L’affaire de la possible destitution du juge Michel Girouard est prise dans le dédale du système et les conséquences sont coûteuses...

Le juge Michel Girouard de la Cour supérieure du Québec fait face à la destitution. Photo : Radio-Canada
Le juge Michel Girouard de la Cour supérieure du Québec fait face à la destitution. Photo : Radio-Canada
Michel Girouard touche un salaire annuel de 329 900 $. Une rémunération à laquelle il a droit, même s’il fait face à une possible destitution et qu’il n’a pas siégé depuis sept ans. Le cas de ce juge de la Cour supérieure du Québec est pris dans un labyrinthe procédural. Et à défaut d’une réforme, les contribuables, tout comme l’image de la magistrature, en subissent les répercussions.

Le geste était discret. Mais il démontre le niveau de frustration au sein de la magistrature et les craintes des conséquences de toute cette affaire.

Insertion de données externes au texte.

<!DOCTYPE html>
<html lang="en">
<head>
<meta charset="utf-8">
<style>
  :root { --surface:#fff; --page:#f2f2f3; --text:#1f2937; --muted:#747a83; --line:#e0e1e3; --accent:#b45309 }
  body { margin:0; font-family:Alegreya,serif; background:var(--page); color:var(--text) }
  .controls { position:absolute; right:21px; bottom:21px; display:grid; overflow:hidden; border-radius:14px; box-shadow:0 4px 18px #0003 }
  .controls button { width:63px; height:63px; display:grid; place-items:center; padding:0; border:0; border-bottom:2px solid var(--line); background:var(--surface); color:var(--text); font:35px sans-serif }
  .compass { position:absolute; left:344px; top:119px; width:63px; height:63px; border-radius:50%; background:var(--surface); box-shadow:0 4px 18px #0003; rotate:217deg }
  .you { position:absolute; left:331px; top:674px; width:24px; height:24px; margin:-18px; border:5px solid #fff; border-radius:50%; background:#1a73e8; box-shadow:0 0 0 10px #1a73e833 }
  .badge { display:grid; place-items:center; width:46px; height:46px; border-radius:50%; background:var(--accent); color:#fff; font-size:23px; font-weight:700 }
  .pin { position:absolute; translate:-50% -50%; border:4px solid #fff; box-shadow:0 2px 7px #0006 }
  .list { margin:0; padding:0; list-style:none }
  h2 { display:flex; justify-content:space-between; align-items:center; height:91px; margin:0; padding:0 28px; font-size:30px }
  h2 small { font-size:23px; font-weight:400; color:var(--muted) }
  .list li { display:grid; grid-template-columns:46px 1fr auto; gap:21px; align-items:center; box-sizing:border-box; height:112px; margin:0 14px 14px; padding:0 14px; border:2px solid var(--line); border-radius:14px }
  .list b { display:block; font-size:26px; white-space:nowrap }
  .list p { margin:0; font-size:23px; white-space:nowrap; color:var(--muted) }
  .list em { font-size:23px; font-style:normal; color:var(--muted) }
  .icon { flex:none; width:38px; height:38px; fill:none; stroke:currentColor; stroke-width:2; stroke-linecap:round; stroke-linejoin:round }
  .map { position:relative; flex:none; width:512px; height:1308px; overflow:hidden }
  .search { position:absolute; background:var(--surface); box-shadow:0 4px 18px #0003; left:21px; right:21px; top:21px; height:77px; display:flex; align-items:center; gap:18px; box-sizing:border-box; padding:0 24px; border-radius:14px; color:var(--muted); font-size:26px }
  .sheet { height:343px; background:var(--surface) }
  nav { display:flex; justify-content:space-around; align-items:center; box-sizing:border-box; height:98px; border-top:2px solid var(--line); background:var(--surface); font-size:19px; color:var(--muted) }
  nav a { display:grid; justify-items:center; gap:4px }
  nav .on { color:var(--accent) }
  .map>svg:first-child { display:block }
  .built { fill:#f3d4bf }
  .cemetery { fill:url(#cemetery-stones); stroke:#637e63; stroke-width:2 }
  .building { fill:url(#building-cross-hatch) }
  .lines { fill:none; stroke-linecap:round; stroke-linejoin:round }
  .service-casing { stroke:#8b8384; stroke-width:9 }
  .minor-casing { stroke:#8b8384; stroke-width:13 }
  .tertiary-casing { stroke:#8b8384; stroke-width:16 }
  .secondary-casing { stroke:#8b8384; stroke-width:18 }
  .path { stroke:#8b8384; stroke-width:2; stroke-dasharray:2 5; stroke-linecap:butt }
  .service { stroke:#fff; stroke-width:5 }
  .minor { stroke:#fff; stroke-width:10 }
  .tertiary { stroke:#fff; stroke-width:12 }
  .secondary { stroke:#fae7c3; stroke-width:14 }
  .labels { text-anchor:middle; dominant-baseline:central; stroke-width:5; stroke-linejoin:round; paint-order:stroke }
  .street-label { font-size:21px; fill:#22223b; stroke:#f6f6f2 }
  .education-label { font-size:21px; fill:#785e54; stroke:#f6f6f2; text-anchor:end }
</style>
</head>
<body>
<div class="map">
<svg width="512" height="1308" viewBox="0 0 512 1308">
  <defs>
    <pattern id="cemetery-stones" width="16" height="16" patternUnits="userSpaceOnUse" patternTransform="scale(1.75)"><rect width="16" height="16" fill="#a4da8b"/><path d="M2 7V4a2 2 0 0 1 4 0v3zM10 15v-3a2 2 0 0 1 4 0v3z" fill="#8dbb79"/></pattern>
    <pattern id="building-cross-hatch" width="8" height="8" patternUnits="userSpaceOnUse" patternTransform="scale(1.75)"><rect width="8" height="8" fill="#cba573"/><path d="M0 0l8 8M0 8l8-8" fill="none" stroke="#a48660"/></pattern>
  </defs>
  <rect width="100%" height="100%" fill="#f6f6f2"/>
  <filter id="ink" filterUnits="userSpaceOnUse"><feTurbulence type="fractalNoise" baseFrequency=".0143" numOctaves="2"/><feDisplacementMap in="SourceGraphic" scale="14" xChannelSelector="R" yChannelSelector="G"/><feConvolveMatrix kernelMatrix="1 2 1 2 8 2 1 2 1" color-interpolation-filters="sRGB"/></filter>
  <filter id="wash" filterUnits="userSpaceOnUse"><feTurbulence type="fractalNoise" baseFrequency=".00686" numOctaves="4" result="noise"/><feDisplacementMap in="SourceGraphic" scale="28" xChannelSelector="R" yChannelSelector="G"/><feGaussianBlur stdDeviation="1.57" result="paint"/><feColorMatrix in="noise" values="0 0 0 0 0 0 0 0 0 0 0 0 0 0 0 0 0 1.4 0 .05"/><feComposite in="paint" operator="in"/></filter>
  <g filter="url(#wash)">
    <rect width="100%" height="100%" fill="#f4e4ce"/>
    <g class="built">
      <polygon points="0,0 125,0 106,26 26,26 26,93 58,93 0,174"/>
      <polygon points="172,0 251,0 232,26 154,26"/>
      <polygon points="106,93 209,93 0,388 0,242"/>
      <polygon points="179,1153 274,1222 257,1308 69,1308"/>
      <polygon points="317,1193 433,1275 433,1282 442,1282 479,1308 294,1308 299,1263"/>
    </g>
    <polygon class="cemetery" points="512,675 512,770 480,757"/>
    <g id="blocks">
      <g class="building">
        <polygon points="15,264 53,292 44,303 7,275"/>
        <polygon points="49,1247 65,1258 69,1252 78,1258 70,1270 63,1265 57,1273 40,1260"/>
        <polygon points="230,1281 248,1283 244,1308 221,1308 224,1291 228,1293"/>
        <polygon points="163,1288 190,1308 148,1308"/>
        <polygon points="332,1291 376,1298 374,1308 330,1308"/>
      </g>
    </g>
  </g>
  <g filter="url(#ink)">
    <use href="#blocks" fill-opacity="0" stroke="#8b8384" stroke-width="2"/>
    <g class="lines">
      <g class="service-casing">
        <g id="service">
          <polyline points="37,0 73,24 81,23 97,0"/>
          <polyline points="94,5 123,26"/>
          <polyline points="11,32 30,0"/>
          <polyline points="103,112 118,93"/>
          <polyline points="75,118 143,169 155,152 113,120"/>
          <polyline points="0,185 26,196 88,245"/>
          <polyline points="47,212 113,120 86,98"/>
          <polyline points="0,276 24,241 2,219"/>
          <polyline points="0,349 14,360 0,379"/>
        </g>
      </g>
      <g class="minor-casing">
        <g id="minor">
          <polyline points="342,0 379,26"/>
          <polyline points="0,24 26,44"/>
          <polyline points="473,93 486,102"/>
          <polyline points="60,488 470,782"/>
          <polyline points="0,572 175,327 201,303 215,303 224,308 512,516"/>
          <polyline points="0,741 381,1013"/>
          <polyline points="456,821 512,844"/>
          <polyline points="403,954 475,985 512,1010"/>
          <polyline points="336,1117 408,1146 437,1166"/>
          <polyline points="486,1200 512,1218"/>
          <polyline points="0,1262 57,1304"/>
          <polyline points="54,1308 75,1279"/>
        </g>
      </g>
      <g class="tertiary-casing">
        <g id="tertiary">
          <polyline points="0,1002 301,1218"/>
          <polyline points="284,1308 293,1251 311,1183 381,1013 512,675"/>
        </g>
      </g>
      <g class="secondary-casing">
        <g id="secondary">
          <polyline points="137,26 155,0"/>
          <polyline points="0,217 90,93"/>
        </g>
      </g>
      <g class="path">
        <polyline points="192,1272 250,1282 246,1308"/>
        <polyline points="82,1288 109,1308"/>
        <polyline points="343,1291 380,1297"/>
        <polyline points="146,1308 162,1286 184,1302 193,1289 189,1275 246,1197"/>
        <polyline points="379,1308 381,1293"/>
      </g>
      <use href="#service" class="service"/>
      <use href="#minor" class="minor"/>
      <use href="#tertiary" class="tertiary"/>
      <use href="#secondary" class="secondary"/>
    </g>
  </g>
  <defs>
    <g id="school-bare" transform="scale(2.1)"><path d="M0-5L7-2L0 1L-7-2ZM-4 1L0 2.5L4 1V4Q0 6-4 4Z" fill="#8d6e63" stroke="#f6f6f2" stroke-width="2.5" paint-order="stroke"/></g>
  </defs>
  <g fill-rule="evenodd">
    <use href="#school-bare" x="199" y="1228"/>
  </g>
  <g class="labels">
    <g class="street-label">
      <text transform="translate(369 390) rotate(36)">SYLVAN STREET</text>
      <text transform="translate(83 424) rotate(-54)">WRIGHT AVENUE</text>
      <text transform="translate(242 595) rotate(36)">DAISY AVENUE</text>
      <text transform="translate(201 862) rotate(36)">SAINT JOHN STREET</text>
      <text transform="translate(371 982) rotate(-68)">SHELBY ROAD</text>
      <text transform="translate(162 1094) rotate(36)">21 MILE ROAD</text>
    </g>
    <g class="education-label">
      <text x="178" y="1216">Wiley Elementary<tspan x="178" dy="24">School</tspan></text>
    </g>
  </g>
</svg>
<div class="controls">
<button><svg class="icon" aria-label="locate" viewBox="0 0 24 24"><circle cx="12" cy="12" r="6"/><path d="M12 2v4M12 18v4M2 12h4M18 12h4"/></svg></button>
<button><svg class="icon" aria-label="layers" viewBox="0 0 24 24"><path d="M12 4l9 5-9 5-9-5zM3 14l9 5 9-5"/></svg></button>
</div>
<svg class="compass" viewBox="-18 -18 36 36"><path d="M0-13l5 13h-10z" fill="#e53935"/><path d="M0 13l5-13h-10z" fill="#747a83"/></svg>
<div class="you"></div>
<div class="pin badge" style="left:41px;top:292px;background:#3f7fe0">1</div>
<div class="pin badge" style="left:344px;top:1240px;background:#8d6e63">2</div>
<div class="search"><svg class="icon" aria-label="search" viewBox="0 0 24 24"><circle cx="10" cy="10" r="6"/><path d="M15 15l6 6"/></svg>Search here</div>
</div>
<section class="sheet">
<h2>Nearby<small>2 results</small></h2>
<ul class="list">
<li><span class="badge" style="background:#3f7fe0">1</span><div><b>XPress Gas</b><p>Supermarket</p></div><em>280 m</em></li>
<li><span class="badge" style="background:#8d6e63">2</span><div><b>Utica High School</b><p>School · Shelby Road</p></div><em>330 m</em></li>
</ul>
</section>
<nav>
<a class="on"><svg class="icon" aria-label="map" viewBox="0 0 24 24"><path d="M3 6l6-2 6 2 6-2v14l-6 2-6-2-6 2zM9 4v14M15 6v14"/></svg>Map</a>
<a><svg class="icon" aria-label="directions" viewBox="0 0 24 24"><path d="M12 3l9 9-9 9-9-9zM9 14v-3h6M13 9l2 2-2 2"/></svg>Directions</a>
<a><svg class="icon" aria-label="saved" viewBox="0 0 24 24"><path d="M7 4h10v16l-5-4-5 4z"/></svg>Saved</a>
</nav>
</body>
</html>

Fin octobre, le premier ministre Justin Trudeau vient à peine de quitter Rideau Hall, pour faire part à la gouverneure générale de son intention de former le gouvernement, qu’une lettre lui est acheminée.

La correspondance l’encourage à procéder à une réforme. Elle est signée de la main du juge en chef de la Cour suprême, le très honorable Richard Wagner.

Cette demande est fondée sur les craintes grandissantes entourant un cas inédit et surtout les faiblesses d’un système, celui du processus disciplinaire des juges.

Le juge qui ne siège pas

Rien ne laissait présager un avenir trouble dans la nouvelle carrière de magistrat de Michel Girouard. L’avocat avait été nommé juge à la Cour supérieure du Québec en Abitibi-Témiscamingue par le gouvernement Harper, en 2010.

Tout allait bien jusqu’à ce qu’en 2012, un informateur de la police affirme que Michel Girouard, alors qu’il était avocat, aurait acheté de la cocaïne.

Puis, une vidéo fait surface. Elle montre l’avocat avec un de ses clients, un trafiquant de drogue étroitement surveillé par la police.

L’action se déroule dans l’arrière-boutique d’un commerce de Val-d’Or. Toute la scène est enregistrée par une caméra de surveillance. Michel Girouard glisse de l’argent sur la table. Il reçoit par la suite un papier plié que l'avocat range dans sa poche.

Cette séquence de quelques secondes avait été captée deux semaines avant sa nomination comme juge.

Michel Girouard fait face à la destitution, mais le juge s’accroche et conteste. Cela fait maintenant sept ans que l’affaire traîne. Et le magistrat n’est pas remonté sur le banc depuis.

Comme Michel Girouard est toujours juge, il continue de recevoir son plein salaire.

Bref, l’honorable juge Girouard a touché autour de 2,2 millions de dollars en rémunération depuis l’émergence des allégations.

Malgré des témoignages sous serment et l’existence de cette vidéo muette, ses avocats ne manquent pas de rappeler qu’aucune infraction n’a été retenue contre lui. Le juge n’a même jamais été accusé.

« Il n’y a aucune conclusion qu’il s’agissait d’une transaction illégale. Zéro. Son client, lui, a passé un bout de papier dans lequel il dit que c’était des écritures », dit Gérald Tremblay, l’avocat du juge Girouard.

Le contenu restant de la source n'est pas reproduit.